▶ PROBLEM DETAILS: Check every line of the entries below for the word "function", then give only the number of lines that have it.

(Recorded data)
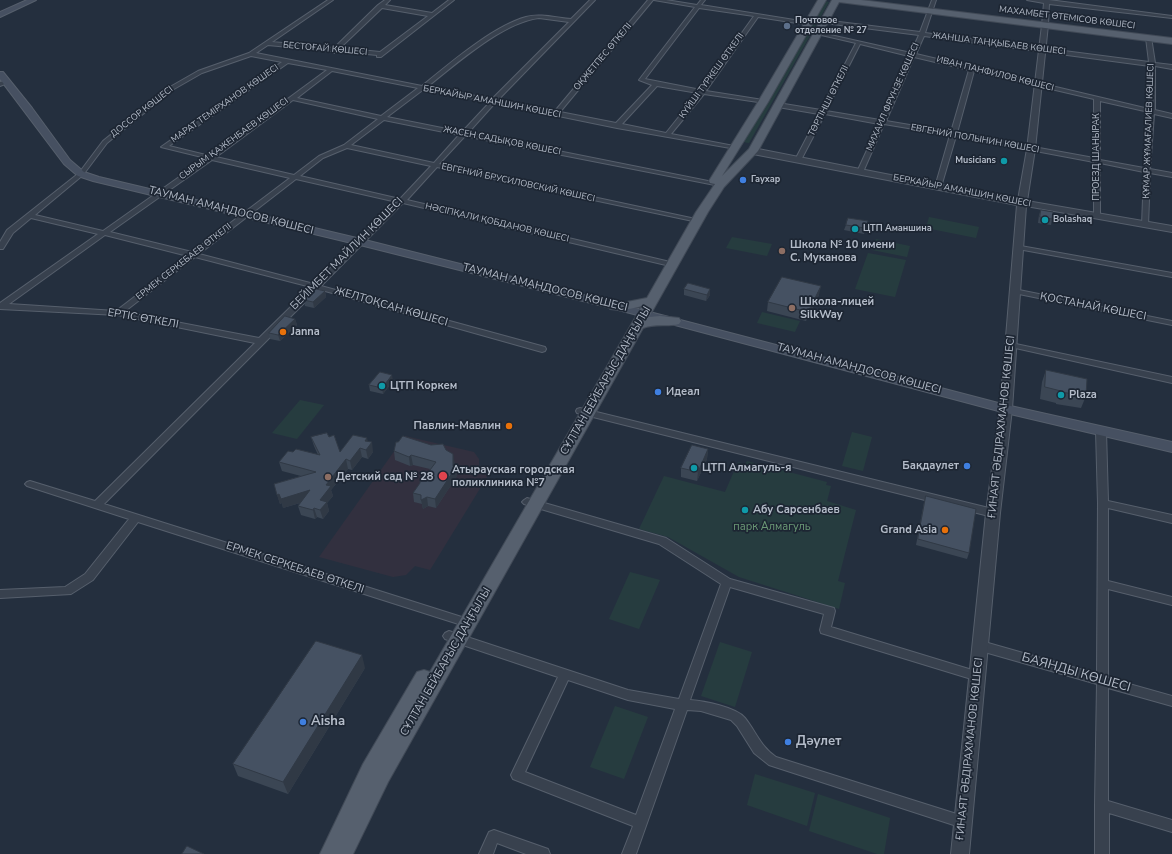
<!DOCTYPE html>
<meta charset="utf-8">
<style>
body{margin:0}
canvas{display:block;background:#242f3e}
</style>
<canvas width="1172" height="854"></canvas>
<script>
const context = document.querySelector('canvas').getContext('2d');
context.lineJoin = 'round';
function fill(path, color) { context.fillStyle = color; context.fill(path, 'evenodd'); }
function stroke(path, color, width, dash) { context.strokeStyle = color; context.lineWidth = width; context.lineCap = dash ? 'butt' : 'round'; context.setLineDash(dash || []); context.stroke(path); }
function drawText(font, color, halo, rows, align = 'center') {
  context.font = font + ' "Nunito Sans",sans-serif'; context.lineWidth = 3.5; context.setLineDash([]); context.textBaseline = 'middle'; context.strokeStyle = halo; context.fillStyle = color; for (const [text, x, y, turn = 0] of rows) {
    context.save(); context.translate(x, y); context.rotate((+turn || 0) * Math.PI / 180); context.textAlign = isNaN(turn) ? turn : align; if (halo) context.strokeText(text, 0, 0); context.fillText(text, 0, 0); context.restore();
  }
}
fill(new Path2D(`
 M405 436 474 452 479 459V466L492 469 430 570 415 566 406 575 393 577 319 557Z`), '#32303f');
fill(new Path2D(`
 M824 1 829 2 749 143 743 142Z
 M929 217 979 227 976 238 926 228Z
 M732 237 772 244 767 256 726 248Z
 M876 239 910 246 907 257 872 250Z
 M868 253 906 260 895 297 855 289Z
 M762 312 800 321 795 332 757 323Z
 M300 400 324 405 297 439 272 433Z
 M852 432 872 437 863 471 842 466Z
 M747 461 827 482 826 485 831 486 827 501 856 510 838 581 845 583 839 609 739 577 668 537 639 529 664 476 725 492 738 462 745 464Z
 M630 572 660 580 639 629 609 619Z
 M720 642 752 652 735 707 701 696Z
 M615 706 648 717 624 779 590 767Z
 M755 774 815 793 807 826 747 805Z
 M818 794 890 818 884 854H877L809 831Z`), '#263c3f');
const minor = new Path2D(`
 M328 0H333L272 42 334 48 378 5 385 0H390L385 5 432 13 449 0H454L381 57H377V55L337 51 334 53 331 51 268 45 256 53 422 86C449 64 493 26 526 17 540 13 557 18 571 19L590 0H595L498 100 555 111 648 0H653L560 112 616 123 652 85 639 80 695 7 654 0H666L697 5 701 0H705L701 5 813 23 810 25 758 17 706 91 763 100 766 102 765 103 704 94 671 134 734 146 737 148 736 149 617 128 495 103 468 133 713 182 715 183V185L465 136 439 164 691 218 693 219V221L437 167 407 200 666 261 670 263 669 265H666L403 203 321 286 545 347 546 349 545 351 542 352 318 289 104 504 468 619 472 620 473 623 472 626 468 627 138 522 93 580 71 594 0 598V590L65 587 85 574 129 519 27 486 25 484 27 482 30 481 95 501 255 343 118 315 0 309V303L98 234 31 218 13 233 3 249H0V242L7 230 79 173 103 141 170 87 198 71 249 53ZM382 8 428 16 380 52 340 48ZM699 8 754 16 701 90 645 79ZM539 18 569 22 492 99 427 87C456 64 503 22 539 18ZM251 56 282 62 161 147 206 158 103 231 35 215 83 175 107 143 174 89 202 73ZM288 63 327 70 210 156 169 146ZM332 71 418 88 381 116 297 98ZM657 86 698 93 666 133 622 124ZM424 89 490 102 462 132 387 117ZM293 100 378 119 344 145 319 156 294 175 216 157ZM384 120 459 135 434 163 351 145ZM347 148 431 166 400 199 300 176 323 158ZM212 160 290 178 192 252 110 232ZM296 179 397 202 314 284 199 254ZM105 235 188 256 116 311 9 304ZM195 257 311 287 259 338 124 312Z
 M932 0H936L925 33 1149 62 1146 38 1151 37 1155 63 1172 65V69L1155 66V110L1172 114V118L1154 114 1150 169 1172 173V177L1150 173 1148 226 1146 227 1142 225 1144 172 1100 163V216L1097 218 1094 216V162L956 136 941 187 938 189 935 187 950 135 884 124 863 172 860 174 857 172 879 124 825 114 801 160 796 161 795 160 819 114 778 107 775 105 778 103 821 110 856 43 817 34V32L911 53 919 35 825 23 823 22V20L920 32ZM924 36 1150 66 1149 109 916 54ZM860 44 909 56 880 120 826 111ZM914 57 969 70 951 132 886 121ZM974 71 1094 99V158L957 133ZM1100 101 1149 112 1144 168 1100 160Z
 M1027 0H1049L1172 16V18L1049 4 1048 25 1045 27 1042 25 1044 3Z
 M5 81 10 82 0 86V82Z
 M1015 245 1172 273V277L1018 249H1015Z
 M1011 289H1014L1172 321V325L1014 293H1011Z
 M1008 343H1011L1172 377V383L1011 347H1008L1007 345Z
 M580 408 993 509 996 510 998 513 996 516 993 517 577 413 576 411 577 409Z
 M1101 428 1106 431 1108 501 1172 515V523L1108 508V581L1172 597V605L1108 589V678L1172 696V706L1108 688V801L1172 820V832L1109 813V854H1095V805L1097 684 981 651 977 649 975 646 977 643 981 641 1097 674 1098 503 1096 431Z
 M527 498 666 538 730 579 834 608 835 611 831 627 982 673 984 676 982 679 978 681 821 633 820 630 824 614 730 587 690 700C704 701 736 707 745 718 756 732 761 747 776 757L963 816 968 818 969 822 968 826 963 828 769 765 754 753 737 726 731 720 701 711 687 710 636 854H622L633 826 513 779 511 775 558 677 445 639 443 636 445 633 449 631 628 690 679 699 721 584 659 544 524 504 522 502 524 500ZM568 680 628 700 675 709 636 815 525 772Z
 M494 830 548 849 550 854H526L497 843 493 854H479L489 832Z`);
const tertiary = new Path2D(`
 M1045 23 1048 25 1035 149 1027 201 1172 226V232L1026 206 1012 409 1000 513 969 854H951L986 513 1000 409 1017 205 753 154 749 151 753 148 1018 200 1027 149 1042 25Z`);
const secondary = new Path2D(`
 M27 0H36L0 17V12Z
 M0 72H3L32 108 70 160 84 172 99 177 361 239 619 304 1006 405 1172 442V452L1006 413 611 308 360 245 93 181 78 176 64 164 0 79Z`);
const primary = new Path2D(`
 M818 0H826L768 102 722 176 749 149 832 0H861L1172 38V44L839 2 758 151 724 187 708 212 649 317 660 316 679 318 681 321 679 324C666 327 656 323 643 328L388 782 353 854H320L363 764 417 672 424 670 430 672 642 306C631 309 621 311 610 309L608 306 610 303 627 302 647 298 696 212 715 184 710 183 709 181 758 102Z`);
stroke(minor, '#565f6c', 2);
stroke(tertiary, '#565f6c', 2);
stroke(secondary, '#565f6c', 2);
stroke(primary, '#414a57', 2);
fill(minor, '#38414e');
fill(tertiary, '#38414e');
fill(secondary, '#465061');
fill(primary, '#56606e');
fill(new Path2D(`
 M1041 210 1052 219 1051 225 1038 223 1039 215Z
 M846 225 866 227 864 234 844 230Z
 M684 289H710V295L706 301 684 295Z
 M325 291 326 297 314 308 305 306 304 300Z
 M819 295 806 321 767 311 768 302Z
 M295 319 297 325 280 341 270 339 269 333Z
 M1046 370 1086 396 1081 408 1056 404V403L1040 399 1042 382Z
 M393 381 383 394 370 391 369 385Z
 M311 437H329L340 452 368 441 373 452 368 459 362 457 352 470 348 469 331 490 333 496 327 503 329 511 323 519 317 517 315 519 301 515 298 506 300 503 283 508 282 503 280 504 274 484 301 476 282 471 279 462 293 452 318 455 314 446Z
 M708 449 707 459 697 481 681 477V468Z
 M446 450 455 464 454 466 457 476 436 508 428 506 423 509 422 504 414 502 413 493 430 469 413 465 410 466 395 460 394 451Z
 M926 496 969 553 967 559 916 545 924 503Z
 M365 668 288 794 238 776 233 764Z`), '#3b4654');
fill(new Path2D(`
 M821 286 819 295 806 321 808 312Z
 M710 289V295L706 301 707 295Z
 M325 291 326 297 314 308 313 302Z
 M295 319 297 325 280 341 278 335Z
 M392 375 393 381 383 394 382 388Z
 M367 438 369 446 372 442 373 452 368 459 366 450 365 441Z
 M360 448 362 457 352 470 350 461Z
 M708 449 707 459 697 481 698 472Z
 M453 454 455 464 454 470 456 467 457 476 436 508 435 499Z
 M411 455 413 465 410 466 409 457Z
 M346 459 348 469 331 490 333 496 327 503 329 511 323 519 320 510V500L326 485Z
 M310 490 313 499 283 508 282 503 280 504 277 495Z
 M427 497 428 506 423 509 421 500Z
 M314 508 317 517 315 519 313 510Z
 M362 655 365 668 288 794 283 782Z`), '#303945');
const building = new Path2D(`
 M1041 210 1053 212 1052 219 1040 217Z
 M848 218 868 221 865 228 846 225Z
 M782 277 821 286 808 312 768 302Z
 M688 283 710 289 707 295 684 289Z
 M316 289 325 291 313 302 304 300Z
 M285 316 295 319 278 335 269 333Z
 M1046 370 1087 379 1086 396 1061 392V391L1045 387Z
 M380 372 392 375 382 388 369 385Z
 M327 433 329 437 334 435 340 452 353 435 367 438 365 441 372 442 366 450 360 448 350 461 346 459 326 485 331 486 320 500 327 502 320 510 314 508 313 510 298 506 310 490 281 499 279 494 277 495 274 484 316 472 279 462 288 451 293 452 296 449 320 455 311 437Z
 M403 436 431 445 443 444 446 450 453 454V466L456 467 435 499 427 497 421 500V495L413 493 420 483V478H424L436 462 411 455 409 457 394 451 396 442H398Z
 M692 445 708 449 698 472 681 468Z
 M926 496 976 509 969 553 918 539Z
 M316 641 362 655 283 782 233 764Z
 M187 846 204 854H182Z`);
fill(building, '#455162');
stroke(building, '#303945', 1);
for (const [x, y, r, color] of [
 [787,26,4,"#5c6f8a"],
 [1004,161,4,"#0f9aa8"],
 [743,180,4,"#3f7fe0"],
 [1045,220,4,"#0f9aa8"],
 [855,229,4,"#0f9aa8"],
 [782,251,4,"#8d6e63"],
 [792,308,4,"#8d6e63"],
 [283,332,4,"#e8710a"],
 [382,386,4,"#0f9aa8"],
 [658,392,4,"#3f7fe0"],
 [1061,395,4,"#0f9aa8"],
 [509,426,4,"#e8710a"],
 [967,466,4,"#3f7fe0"],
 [694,468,4,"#0f9aa8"],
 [443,476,5,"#e0444e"],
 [328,477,4,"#8d6e63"],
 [745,510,4,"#0f9aa8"],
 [945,530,4,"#e8710a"],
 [303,722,4,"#3f7fe0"],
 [788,742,4,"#3f7fe0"]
]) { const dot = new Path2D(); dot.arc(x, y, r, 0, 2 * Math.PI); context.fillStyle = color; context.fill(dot); stroke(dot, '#1d2633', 1.5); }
drawText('9px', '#b4bcc9', '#1d2633', [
 ["МАХАМБЕТ ӨТЕМІСОВ КӨШЕСІ",1067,18,7],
 ["ЖАНША ТАҢҚЫБАЕВ КӨШЕСІ",999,44,7],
 ["БЕСТОҒАЙ КӨШЕСІ",325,49,5],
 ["ОҚЖЕТПЕС ӨТКЕЛІ",603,57,-50],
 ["ИВАН ПАНФИЛОВ КӨШЕСІ",995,74,14],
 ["КҮЙШІ ТҮРКЕШ ӨТКЕЛІ",712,76,-54],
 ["МИХАИЛ ФРУНЗЕ КӨШЕСІ",893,97,-66],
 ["ТӨРТІНШІ ӨТКЕЛІ",829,101,-63],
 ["БЕРКАЙЫР АМАНШИН КӨШЕСІ",492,102,11],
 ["МАРАТ ТЕМІРХАНОВ КӨШЕСІ",225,104,-35],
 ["ДОССОР КӨШЕСІ",142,112,-38],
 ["ҚҰМАР ЖҰМАҒАЛИЕВ КӨШЕСІ",1149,131,-88],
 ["СЫРЫМ ҚАЖЕНБАЕВ КӨШЕСІ",234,139,-36],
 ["ЕВГЕНИЙ ПОЛЫНИН КӨШЕСІ",975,139,10],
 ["ЖАСЕН САДЫҚОВ КӨШЕСІ",502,141,11],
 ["ПРОЕЗД ШАНЫРАК",1097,157,-90],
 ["ЕВГЕНИЙ БРУСИЛОВСКИЙ КӨШЕСІ",518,183,12],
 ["БЕРКАЙЫР АМАНШИН КӨШЕСІ",962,191,11],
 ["НӘСІПҚАЛИ ҚОБДАНОВ КӨШЕСІ",497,223,13],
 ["ЕРМЕК СЕРКЕБАЕВ ӨТКЕЛІ",184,262,-38]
]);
drawText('bold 9px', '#b4bcc9', '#1d2633', [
 ["Почтовое",795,21],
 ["отделение № 27",795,31],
 ["Musicians",996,161,"right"],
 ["Гаухар",751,180],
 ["Bolashaq",1053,220],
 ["ЦТП Аманшина",863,229]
], 'left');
drawText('11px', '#b4bcc9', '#1d2633', [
 ["ТАУМАН АМАНДОСОВ КӨШЕСІ",231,211,14],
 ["БЕЙІМБЕТ МАЙЛИН КӨШЕСІ",347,254,-45],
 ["ТАУМАН АМАНДОСОВ КӨШЕСІ",545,288,14],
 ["ЖЕЛТОҚСАН КӨШЕСІ",391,307,16],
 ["ҚОСТАНАЙ КӨШЕСІ",1093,307,11],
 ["ЕРТІС ӨТКЕЛІ",143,319,10],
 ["ТАУМАН АМАНДОСОВ КӨШЕСІ",859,369,15],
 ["СҰЛТАН БЕЙБАРЫС ДАҢҒЫЛЫ",606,381,-60],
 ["ҒИНАЯТ ӘБДІРАХМАНОВ КӨШЕСІ",1002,427,-84],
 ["ЕРМЕК СЕРКЕБАЕВ ӨТКЕЛІ",295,568,18],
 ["СҰЛТАН БЕЙБАРЫС ДАҢҒЫЛЫ",446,662,-60],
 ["ҒИНАЯТ ӘБДІРАХМАНОВ КӨШЕСІ",970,749,-84]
]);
drawText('bold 11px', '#b4bcc9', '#1d2633', [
 ["Школа № 10 имени",790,245],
 ["С. Муканова",790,258],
 ["Школа-лицей",800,302],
 ["SilkWay",800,315],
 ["Janna",291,332],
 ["ЦТП Коркем",390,386],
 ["Идеал",666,392],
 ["Plaza",1069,395],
 ["Павлин-Мавлин",501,426,"right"],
 ["Бақдаулет",959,466,"right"],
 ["ЦТП Алмагуль-я",702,468],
 ["Атырауская городская",452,470],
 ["поликлиника №7",452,483],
 ["Детский сад № 28",336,477],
 ["Абу Сарсенбаев",753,510],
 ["Grand Asia",937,530,"right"]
], 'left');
drawText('11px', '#6b9a76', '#1d2633', [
 ["парк Алмагуль",772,527]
]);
drawText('13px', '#b4bcc9', '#1d2633', [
 ["БАЯНДЫ КӨШЕСІ",1076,673,16]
]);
drawText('bold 13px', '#b4bcc9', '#1d2633', [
 ["Aisha",311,722],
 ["Дәулет",796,742]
], 'left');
</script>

▶ OUTPUT FOR THIS TASK: 3